It usually takes more than a prison sentence to impress a career criminal to go straight, especially for someone in the Mafia. If and when released, it’s a fair bet he’ll continue doing the things that got him sent away in the first place. If the pattern holds, the next few years should see a large batch of familiar faces back in action. An unpublished federal document has revealed the names of dozens of currently imprisoned mobsters due for imminent release. Among their friends on the outside, especially in the New York City area, are crooked labor unions.

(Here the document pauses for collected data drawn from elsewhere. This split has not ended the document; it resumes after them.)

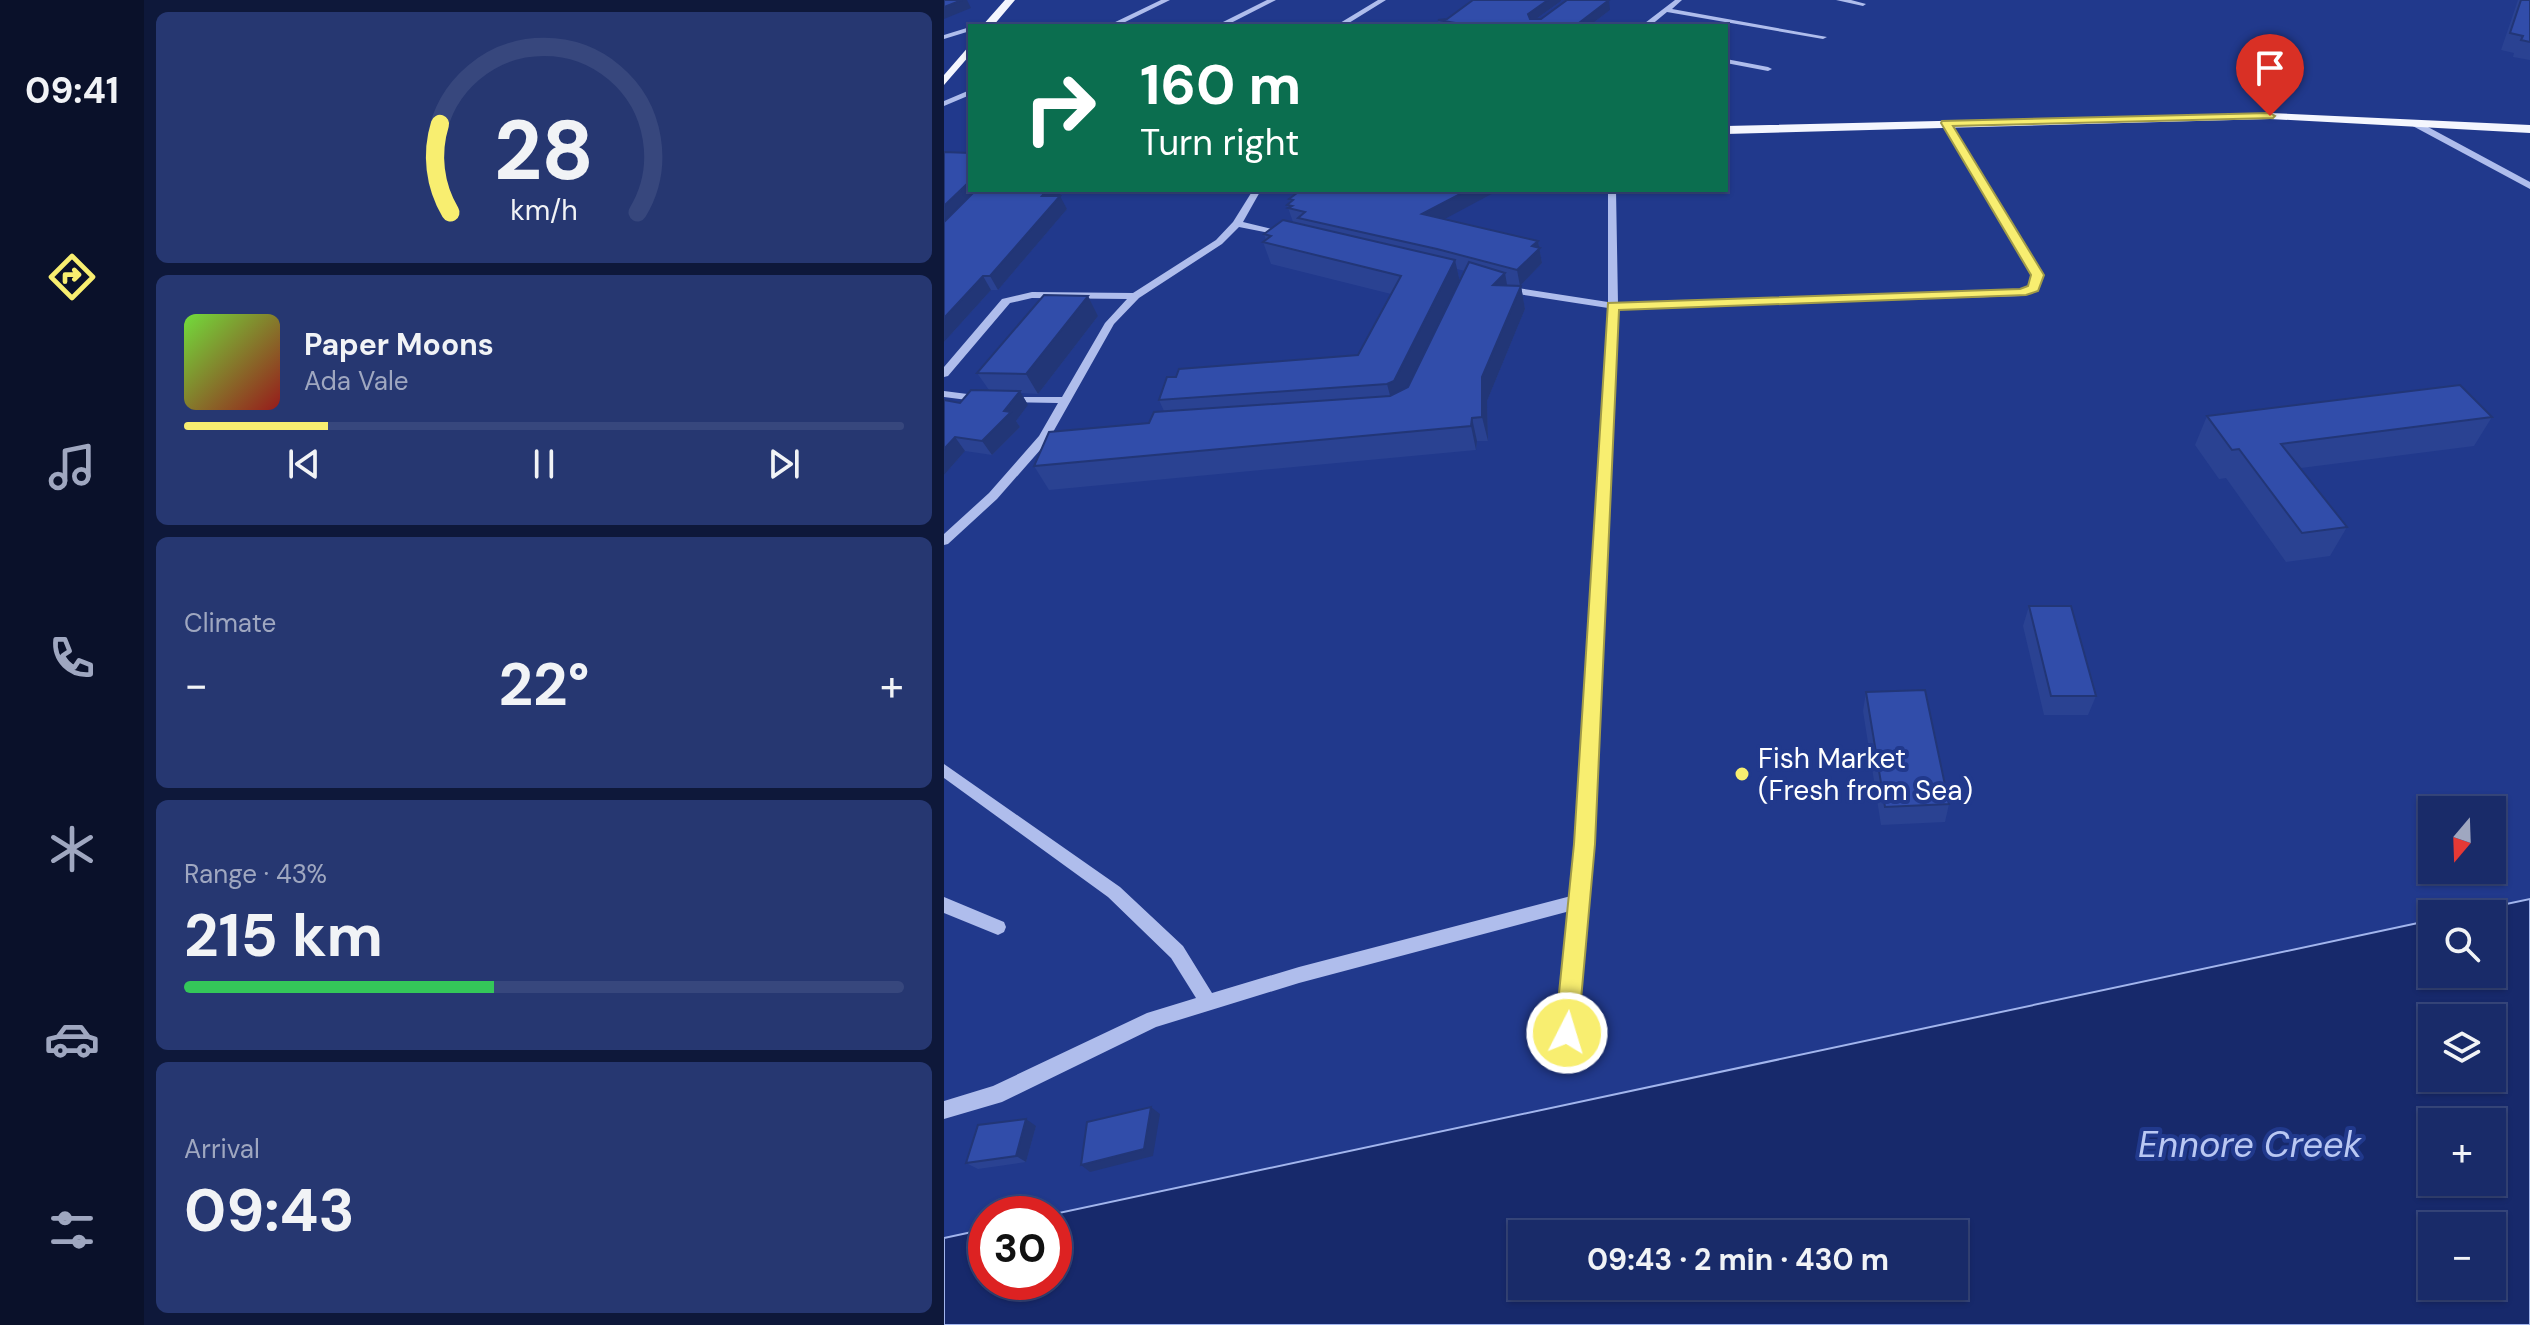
<!DOCTYPE html>
<html lang="en">
<head>
<meta charset="utf-8">
<style>
	body { margin:0; font-family:"DM Sans",sans-serif; background:#263771; color:#f1f3f6; height:100vh; display:flex; flex-direction:column; font-size:30px; white-space:nowrap }
	* { box-sizing:border-box; margin:0 }
	p { font-size:26px; color:#9fa7c0 }
	.icon { flex:none; width:44px; height:44px; fill:none; stroke:currentColor; stroke-width:2; stroke-linecap:round; stroke-linejoin:round }
	.map { position:relative; flex:1; overflow:hidden }
	.drawer { display:flex; flex-direction:column; gap:12px; padding:12px; background:#0e183a; width:800px }
	.drawer>* { flex:none }
	.guide { position:absolute; left:24px; top:24px; width:760px; height:168px; border-radius:0px; box-shadow:0 2px 6px #0004,0 0 0 2px #37477d; background:#0b6e4f; color:#fff; overflow:hidden }
	.needle { width:52px; rotate:199deg }
	.fabs { position:absolute; left:1474px; top:796px; display:grid; gap:16px }
	.fabs a { display:grid; place-items:center; width:88px; height:88px; border-radius:0px; background:#192b69; box-shadow:0 2px 6px #0004,0 0 0 2px #37477d; font-size:40px }
	.speed { position:absolute; left:24px; top:1196px; display:flex; gap:16px; font-size:40px; font-weight:700; text-align:center }
	.speed>* { display:grid; place-content:center; width:104px; height:104px; border-radius:50%; background:#192b69; box-shadow:0 2px 6px #0004,0 0 0 2px #37477d; line-height:1 }
	.speed .limit { border:12px solid #d22; background:#fff; color:#111 }
	.pin { position:absolute; display:grid; place-items:center; width:68px; height:68px; color:#fff; margin:-82px -34px; border-radius:50% 50% 50% 0; rotate:-45deg; box-shadow:0 0 8px #0007 }
	.pin .icon { rotate:45deg }
	.me { position:absolute; width:88px; margin:-44px; rotate:5deg; stroke-linejoin:round; filter:drop-shadow(0 0 6px #0008) }
	.turn { display:flex; align-items:center; gap:28px; height:168px; padding:0 40px; font-size:36px }
	.turn .icon { width:104px; height:104px; stroke-width:2.5 }
	.turn b { display:block; font-size:56px; line-height:68px }
	.big { font-size:60px; font-weight:700; line-height:1.1 }
	.drawer .tile { flex:1; display:flex; flex-direction:column; justify-content:center; gap:12px; min-width:0; padding:0 28px; border-radius:12px; background:#263771 }
	.drawer .dial { align-items:center; gap:0 }
	.dial svg { height:208px; overflow:visible; fill:none; stroke:#37477d; stroke-width:7; stroke-linecap:round; text-anchor:middle }
	.dial text { fill:#f1f3f6; stroke:none }
	.song { display:flex; align-items:center; gap:24px }
	.cover { width:96px; height:96px; border-radius:12px; background:linear-gradient(135deg,hsl(100 70% 55%),hsl(0 70% 35%)) }
	.played { height:8px; border-radius:4px; background:linear-gradient(90deg,#f8ee70 20%,#37477d 20%) }
	.keys { display:flex; justify-content:space-around; direction:ltr }
	.heat { display:flex; justify-content:space-between; align-items:center; font-size:44px; direction:ltr }
	.charge { height:12px; border-radius:6px; background:linear-gradient(90deg,#34c759 43%,#37477d 0) }
	.trip { position:absolute; left:564px; top:1220px; width:460px; height:80px; border-radius:0px; background:#192b69; box-shadow:0 2px 6px #0004,0 0 0 2px #37477d; font-weight:700; line-height:80px; text-align:center }
	main { display:flex; flex:1; min-height:0 }
	.tabs { display:flex; flex-direction:column; width:144px; justify-content:space-around; align-items:center; background:#0a112a; color:#9fa7c0 }
	.tabs .icon { width:56px; height:56px }
	.tabs .on { color:#f8ee70 }
	.tabs b { font-size:36px; color:#f1f3f6 }
	.map>svg:first-child { display:block }
</style>
</head>
<body>
<main>
<nav class="tabs">
<b>09:41</b>
<svg class="icon on" aria-label="directions" viewBox="0 0 24 24"><path d="M12 3l9 9-9 9-9-9zM9 14v-3h6M13 9l2 2-2 2"/></svg>
<svg class="icon" aria-label="music" viewBox="0 0 24 24"><path d="M9 18V5l10-2v13"/><circle cx="6" cy="18" r="3"/><circle cx="16" cy="16" r="3"/></svg>
<svg class="icon" aria-label="phone" viewBox="0 0 24 24"><path d="M5 4h4l2 5-3 2q2 4 5 5l2-3 5 2v4C11 20 4 13 5 4z"/></svg>
<svg class="icon" aria-label="climate" viewBox="0 0 24 24"><path d="M12 3v18M4 7l16 10M4 17L20 7"/></svg>
<svg class="icon" aria-label="car" viewBox="0 0 24 24"><path d="M5 17H2v-5l4-1 3-4h7l3 4 3 1v5h-3M9 17h6M6 11h13"/><circle cx="7" cy="17" r="2"/><circle cx="17" cy="17" r="2"/></svg>
<svg class="icon" aria-label="filters" viewBox="0 0 24 24"><path d="M4 7h16M4 17h16"/><circle cx="9" cy="7" r="2"/><circle cx="15" cy="17" r="2"/></svg>
</nav>
<section class="drawer">
<div class="tile dial"><svg viewBox="0 0 100 80">
<path d="M14 69A42 42 0 1 1 86 69"/>
<path d="M14 69A42 42 0 0 1 10 35" stroke="#f8ee70"/>
<text x="50" y="56" font-size="32" font-weight="700">28</text>
<text x="50" y="72" font-size="11">km/h</text>
</svg></div>
<div class="tile">
<div class="song"><i class="cover"></i><div><b>Paper Moons</b><p>Ada Vale</p></div></div>
<div class="played"></div>
<div class="keys"><svg class="icon" aria-label="previous" viewBox="0 0 24 24"><path d="M18 5L8 12l10 7zM5 5v14"/></svg><svg class="icon" aria-label="pause" viewBox="0 0 24 24"><path d="M8 5v14M16 5v14"/></svg><svg class="icon" aria-label="next" viewBox="0 0 24 24"><path d="M6 5l10 7-10 7zM19 5v14"/></svg></div>
</div>
<div class="tile"><p>Climate</p>
<div class="heat"><a>−</a><b class="big">22°</b><a>+</a></div>
</div>
<div class="tile"><p>Range · 43%</p><b class="big">215 km</b><div class="charge"></div></div>
<div class="tile"><p>Arrival</p><b class="big">09:43</b></div>
</section>
<div class="map">
<svg width="1586" height="1325" viewBox="0 0 1586 1325">
	<rect width="100%" height="100%" fill="#21398c"/>
	<!-- water -->
	<path fill="#17296b" stroke="#a2b5ed" stroke-width="2" fill-rule="evenodd" d="M 1586,899 L 1586,1325 L 0,1325 L 0,1238 L 42,1229 L 42,1282 L 110,1282 L 110,1214 L 1488,920 L 1488,974 L 1548,974 L 1548,914 L 1515,914 ZM 1488,1018 L 1548,1018 L 1548,1078 L 1488,1078 ZM 1488,1122 L 1548,1122 L 1548,1182 L 1488,1182 ZM 1548,1226 L 1548,1286 L 1488,1286 L 1488,1226 ZM 1010,1234 L 1010,1286 L 578,1286 L 578,1234 Z"/>
	<g fill="none" stroke-linecap="round" stroke-linejoin="round">
		<!-- minor -->
		<path fill="#afbdec" fill-rule="evenodd" d="M 217,0 L 226,0 L 173,26 L 163,26 Z
			M 323,0 L 332,0 L 281,26 L 271,26 Z
			M 434,0 L 442,0 L 400,26 L 391,26 Z
			M 731,0 L 738,0 L 728,9 L 883,37 L 879,39 L 723,12 L 706,26 L 697,26 Z
			M 892,0 L 907,0 L 922,4 L 919,6 Z
			M 26,27 L 26,31 L 0,39 L 0,35 Z
			M 782,59 L 824,67 L 828,69 L 824,71 L 782,63 Z
			M 26,90 L 26,95 L 0,106 L 0,101 Z
			M 1465,120 L 1471,120 L 1586,182 L 1586,189 L 1465,124 Z
			M 999,121 L 1006,123 L 1099,275 L 1094,290 L 1077,296 L 674,309 L 648,844 L 632,1033 L 629,1039 L 623,1042 L 617,1039 L 614,1033 L 626,911 L 355,983 L 212,1027 L 58,1102 L 0,1119 L 0,1101 L 49,1086 L 203,1013 L 252,998 L 227,958 L 164,897 L 0,778 L 0,764 L 176,887 L 239,946 L 268,993 L 355,967 L 627,896 L 664,308 L 561,292 L 556,289 L 561,286 L 664,302 L 664,190 L 672,190 L 674,303 L 1076,290 L 1086,286 L 1089,275 L 998,123 Z
			M 309,190 L 317,190 L 299,222 L 345,233 L 345,237 L 295,227 L 278,244 L 195,298 L 170,324 L 104,441 L 53,499 L 4,544 L 0,545 L 0,534 L 45,493 L 95,436 L 114,403 L 64,402 L 58,399 L 60,397 L 118,397 L 161,323 L 183,299 L 88,298 L 66,303 L 4,376 L 0,377 L 0,367 L 58,299 L 88,292 L 189,293 L 272,240 L 289,222 Z
			M 0,391 L 39,396 L 45,399 L 39,402 L 0,397 Z
			M 0,897 L 60,922 L 62,927 L 60,932 L 54,935 L 0,913 Z"/>
		<!-- major -->
		<path fill="#f4f6fe" fill-rule="evenodd" d="M 61,0 L 71,0 L 49,26 L 38,26 Z
			M 26,45 L 26,55 L 0,85 L 0,75 Z
			M 1326,113 L 1586,125 L 1586,133 L 1326,119 L 782,134 L 782,126 Z"/>
	</g>
	<!-- wall -->
	<path fill="#2a4292" fill-rule="evenodd" d="M 529,0 L 617,0 L 617,1 L 592,19 L 666,10 L 645,26 L 495,26 L 494,20 L 503,19 Z
		M 1574,0 L 1586,0 L 1586,60 L 1569,57 L 1570,53 L 1557,50 Z
		M 26,190 L 120,190 L 115,196 L 123,209 L 54,290 L 47,290 L 0,342 Z
		M 345,199 L 500,219 L 594,241 L 598,263 L 576,286 L 577,286 L 581,309 L 543,401 L 544,441 L 533,441 L 532,450 L 105,490 L 90,466 L 205,423 L 220,411 L 215,400 L 414,355 L 447,294 L 327,264 L 319,242 L 322,240 L 320,234 L 349,222 L 343,205 L 346,202 ZM 513,269 L 521,271 L 516,282 Z
		M 144,296 L 154,316 L 94,394 L 77,393 L 84,405 L 72,421 L 76,427 L 48,455 L 21,451 L 0,475 L 0,400 L 16,403 L 45,390 L 33,373 Z
		M 1263,416 L 1548,417 L 1530,446 L 1357,468 L 1403,527 L 1386,556 L 1342,562 L 1282,478 L 1275,479 L 1251,445 Z
		M 1085,606 L 1152,696 L 1144,715 L 1100,715 L 1079,626 Z
		M 922,692 L 1005,804 L 1001,822 L 937,825 L 919,711 Z
		M 92,1126 L 82,1162 L 34,1169 L 22,1163 Z"/>
	<!-- shaded-wall -->
	<path fill="#223677" d="M 18,0 L 23,0 L 27,8 L 0,19 L 0,7 Z
		M 604,0 L 617,0 L 617,1 L 585,24 L 584,14 Z
		M 665,0 L 666,10 L 645,26 L 631,26 Z
		M 26,181 L 26,190 L 38,190 L 0,227 L 0,206 Z
		M 103,190 L 120,190 L 110,203 L 116,196 L 123,209 L 54,290 L 46,276 Z
		M 524,190 L 555,190 L 482,229 L 478,214 Z
		M 594,241 L 598,263 L 576,286 L 573,270 L 588,246 Z
		M 511,260 L 516,282 L 457,404 L 449,407 L 443,384 Z
		M 561,273 L 565,296 L 549,285 Z
		M 39,276 L 47,290 L 0,342 L 0,318 Z
		M 577,286 L 581,309 L 543,401 L 544,441 L 538,417 L 538,377 Z
		M 144,296 L 154,316 L 94,394 L 82,374 Z
		M 76,391 L 84,405 L 72,421 L 76,427 L 48,455 L 38,441 Z
		M 528,418 L 533,441 L 532,450 L 527,426 Z
		M 11,437 L 21,451 L 0,475 L 0,449 Z
		M 207,1107 L 216,1114 L 209,1156 L 146,1172 L 137,1165 Z
		M 82,1119 L 92,1126 L 82,1162 L 72,1156 Z"/>
	<!-- building -->
	<path fill="#314daa" stroke="#223677" stroke-width="2" d="M 0,0 L 18,0 L 0,7 Z
		M 529,0 L 604,0 L 584,14 L 586,19 L 597,19 L 623,0 L 665,0 L 631,26 L 529,26 L 494,20 L 503,19 Z
		M 1577,0 L 1586,0 L 1586,42 L 1577,40 L 1579,36 L 1566,33 Z
		M 0,152 L 26,153 L 26,181 L 0,206 Z
		M 32,190 L 103,190 L 98,196 L 116,196 L 46,276 L 39,276 L 0,318 L 0,222 Z
		M 357,190 L 524,190 L 478,214 L 594,241 L 588,246 L 596,248 L 573,270 L 493,249 L 354,218 L 361,212 L 344,208 L 348,206 L 343,205 L 349,200 L 345,199 Z
		M 339,220 L 511,260 L 450,381 L 443,384 L 215,400 L 223,377 L 232,377 L 235,369 L 414,355 L 457,276 L 319,242 L 327,236 L 320,234 Z
		M 525,262 L 561,273 L 549,285 L 577,286 L 538,377 L 538,417 L 528,418 L 527,426 L 90,466 L 105,432 L 205,423 L 210,412 L 446,396 L 464,387 Z
		M 100,295 L 144,296 L 82,374 L 33,373 Z
		M 1516,385 L 1548,417 L 1337,444 L 1403,527 L 1358,533 L 1295,449 L 1288,450 L 1263,416 Z
		M 27,390 L 76,391 L 60,411 L 67,412 L 38,441 L 11,437 L 0,449 L 0,400 L 16,403 Z
		M 1085,606 L 1127,606 L 1152,696 L 1107,696 Z
		M 981,690 L 1005,804 L 941,807 L 922,692 Z
		M 207,1107 L 200,1149 L 137,1165 L 143,1122 Z
		M 82,1119 L 72,1156 L 22,1163 L 34,1125 Z"/>
	<!-- route -->
	<path fill="#f8ee70" stroke="#a19b49" stroke-width="2" d="M 1326,113 L 1331,116 L 1329,118 L 1009,126 L 1100,275 L 1094,291 L 1082,295 L 675,310 L 651,844 L 634,1033 L 631,1041 L 623,1045 L 614,1041 L 611,1033 L 630,844 L 664,303 L 1076,289 L 1084,286 L 1087,275 L 997,123 L 998,121 Z"/>
	<!-- markers -->
	<circle fill="#f8ee70" stroke="#21398c" stroke-width="3" cx="798" cy="774" r="8"/>
	<g text-anchor="middle" stroke-width="8" stroke-linejoin="round" paint-order="stroke">
		<!-- poi labels -->
		<g font-size="28" fill="#fff" stroke="#21398c" text-anchor="start">
			<text x="814" y="768">Fish Market<tspan x="814" dy="32">(Fresh from Sea)</tspan></text>
		</g>
		<!-- near-water labels -->
		<g font-size="36" font-style="italic" fill="#bac8f3" stroke="#21398c">
			<text x="1306" y="1157">Ennore Creek</text>
		</g>
	</g>
</svg>
<div class="fabs">
<a><svg class="needle" viewBox="-14 -14 28 28"><path d="M0-13l5 13h-10z" fill="#e53935"/><path d="M0 13l5-13h-10z" fill="#9fa7c0"/></svg></a>
<a><svg class="icon" aria-label="search" viewBox="0 0 24 24"><circle cx="10" cy="10" r="6"/><path d="M15 15l6 6"/></svg></a>
<a><svg class="icon" aria-label="layers" viewBox="0 0 24 24"><path d="M12 4l9 5-9 5-9-5zM3 14l9 5 9-5"/></svg></a>
<a>+</a>
<a>−</a>
</div>
<div class="speed"><div class="limit">30</div></div>
<div class="pin" style="left:1326px;top:116px;background:#d93025"><svg class="icon" aria-label="arrive" viewBox="0 0 24 24"><path d="M6 21V4h12l-3 4 3 4H6"/></svg></div>
<svg class="me" style="left:623px;top:1033px" viewBox="-20 -20 40 40"><circle r="17" fill="#f8ee70" stroke="#fff" stroke-width="3"/><path d="M0-11L8 9 0 5-8 9z" fill="#fff"/></svg>
<div class="trip">09:43 · 2 min · 430 m</div>
<div class="guide">
<div class="turn"><svg class="icon" aria-label="right" viewBox="0 0 24 24"><path d="M7 20v-9h11M14 6l5 5-5 5"/></svg><div><b>160 m</b>Turn right</div></div>
</div>
</div>
</main>
</body>
</html>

In an interagency memo, the U.S. Bureau of Prisons alerted the FBI to roughly 80 mobsters and associates set for release from prison by the start of 2007. The list, compiled this July, ought to serve as a reality check for those believing that the Mob, despite numerous recent setbacks, is on its last legs. In the underworld, vacancies need filling, and there’s never a shortage of applicants. As one source put it, “For each rat or guy we put in prison, there are 20 others willing to take their place. And none of these guys are coming out to shine shoes.” Among those soon to be uncaged: Genovese underboss Venero “Bennie Eggs” Mangano; Lucchese crime family underbosses Sal Avellino and Steven Crea; former Gambino family triggerman Joe “the German” Watts; Gambino family heir Richard G. Gotti; Andrew “Andy Mush” Russo (a cousin of Colombo crime boss Carmine Persico); and Genovese captain Salvatore “Sammy Meatballs” Aparo. Crea, Gotti and Aparo are among those with close dealings with the Longshoremen and other unions. And while some of these mobsters are old – Mangano, for one, is 84 – in La Cosa Nostra, old shouldn’t be taken to mean senile.
A spokesman for the Bureau of Prisons declined to say what prompted the survey. But sources point to a request from the FBI to update inmates’ connections and “their potential impact” after release. The list, explained James Margolin, an FBI spokesman in New York, “is further indication of what we have always maintained; that there remains plenty of work to be done in fighting organized crime, and that is why it continues to be a priority for this office.” (New York Post, 9/26).